La verdad fue buena idea la del taxi, ya que me trajo por distintos barrios londinenses, donde había muchos pubs, con trabajadores que salían de sus trabajos y estaban allí en feliz happy hour, pasamos por el  Museo de Madame Tusseaud y por un barrio financiero muy bonito. El taxista era británico y en todo el viaje que fue de 54 minutos, no habló una palabra.

Justo al llegar al hotel encontré a María y Cris que iban a esperarme a la estación como habíamos quedado.

Esa noche para festejar el reencuentro fuimos a cenar a un clásico pub con cerveza Guinnes y una comida internacional que no tenía pérdida y que tampoco estaba tan cara.

Al día siguiente teníamos todo el día para recorrer Londres hasta las 5 de la tarde que era la hora en que iríamos al ojo de Londres. Decidimos tomar un City Tour que partía de la estación y recorría el centro de Londres, podíamos bajarnos cuando quisiéramos y volver a subir, anduvimos paseando por los lugares emblemáticos de Londres, atiborrada de turistas, cámara en mano igual que nosotras.

Nos bajamos en el Palacio de Buckingham, entramos a la tienda del Palacio, pero estaba todo tan extremadamente caro que no compramos nada. Estuvimos tomando fotos en los alrededores y nos volvimos a subir al bus turístico, decidimos almorzar cerca del hotel, pero aparentemente el bus hizo otro recorrido y cuando nos dimos cuenta estábamos de nuevo en el centro. Buscamos un sitio que tuviera wi fi y baño, dos necesidades para nosotros urgentes. Yo debía contactar con una colega chilena que me iba a ir a visitar al hotel, pero fue imposible la conexión.

Salimos cuando el cielo amenazaba lluvia, y tomamos el bus turístico en dirección al ojo de Londres había una fila kilométrica, pero nosotros habíamos comprado los tickets por Internet y nos ahorramos la fila, entramos a los carros de la rueda justo cuando empezó a llover. Entre 15 y 20 personas caben por cabina, y hacen breves paradas para que cuando uno quede en la parte más alta pueda tener una excelente vista de Londres en 360 grados.

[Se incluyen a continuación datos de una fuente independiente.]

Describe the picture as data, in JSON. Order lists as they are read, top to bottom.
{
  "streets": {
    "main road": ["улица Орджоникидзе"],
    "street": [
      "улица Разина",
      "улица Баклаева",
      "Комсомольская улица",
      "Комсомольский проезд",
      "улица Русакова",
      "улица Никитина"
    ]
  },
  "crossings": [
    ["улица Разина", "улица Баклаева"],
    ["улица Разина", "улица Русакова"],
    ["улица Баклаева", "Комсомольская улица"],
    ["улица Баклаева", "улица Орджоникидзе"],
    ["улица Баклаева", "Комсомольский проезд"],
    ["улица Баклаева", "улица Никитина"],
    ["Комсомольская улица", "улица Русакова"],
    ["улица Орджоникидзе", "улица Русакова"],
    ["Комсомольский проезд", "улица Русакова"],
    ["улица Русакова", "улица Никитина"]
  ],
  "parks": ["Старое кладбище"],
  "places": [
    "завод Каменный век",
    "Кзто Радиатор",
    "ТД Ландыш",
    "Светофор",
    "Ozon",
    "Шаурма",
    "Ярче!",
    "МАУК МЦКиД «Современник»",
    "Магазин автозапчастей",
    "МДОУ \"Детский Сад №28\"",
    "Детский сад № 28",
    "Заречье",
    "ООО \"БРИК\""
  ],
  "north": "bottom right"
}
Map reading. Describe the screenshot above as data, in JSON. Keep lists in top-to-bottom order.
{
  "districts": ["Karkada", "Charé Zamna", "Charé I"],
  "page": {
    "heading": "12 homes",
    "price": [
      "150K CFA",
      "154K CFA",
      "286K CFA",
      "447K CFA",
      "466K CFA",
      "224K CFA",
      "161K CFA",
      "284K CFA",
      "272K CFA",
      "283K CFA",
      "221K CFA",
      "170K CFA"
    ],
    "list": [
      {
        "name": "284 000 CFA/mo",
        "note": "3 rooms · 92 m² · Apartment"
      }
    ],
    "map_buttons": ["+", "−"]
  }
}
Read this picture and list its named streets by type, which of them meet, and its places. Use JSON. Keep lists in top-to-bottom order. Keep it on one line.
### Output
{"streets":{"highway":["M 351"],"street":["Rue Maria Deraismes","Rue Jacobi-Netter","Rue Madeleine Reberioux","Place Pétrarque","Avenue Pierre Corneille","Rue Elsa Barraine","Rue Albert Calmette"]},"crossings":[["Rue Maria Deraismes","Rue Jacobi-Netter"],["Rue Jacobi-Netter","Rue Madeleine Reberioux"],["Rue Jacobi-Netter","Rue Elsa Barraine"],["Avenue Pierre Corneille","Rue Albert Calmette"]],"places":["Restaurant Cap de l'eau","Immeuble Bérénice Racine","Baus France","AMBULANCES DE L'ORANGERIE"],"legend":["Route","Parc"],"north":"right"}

Aunque la vuelta dura unos cuarenta minutos, el tiempo pasó volando. Cuando salimos había solo una lluvia fina así es que aprovechamos de caminar hasta el Puente de Londres, y luego de una larga espera, apareció el bus turístico que nos trajo de vuelta al hotel.

Al poco rato apareció mi colega y fuimos a cenar cerca del hotel. Al día siguiente nos levantamos temprano, ya que nuestro vuelo a San Petersburgo despegaba a las 10:30, felizmente el tren eléctrico que nos lleva a Heathrow, demora apenas unos 20 minutos en llegar y así pudimos hacer el cheking sin prisas y vitrinear en el gigantesco Dutty free.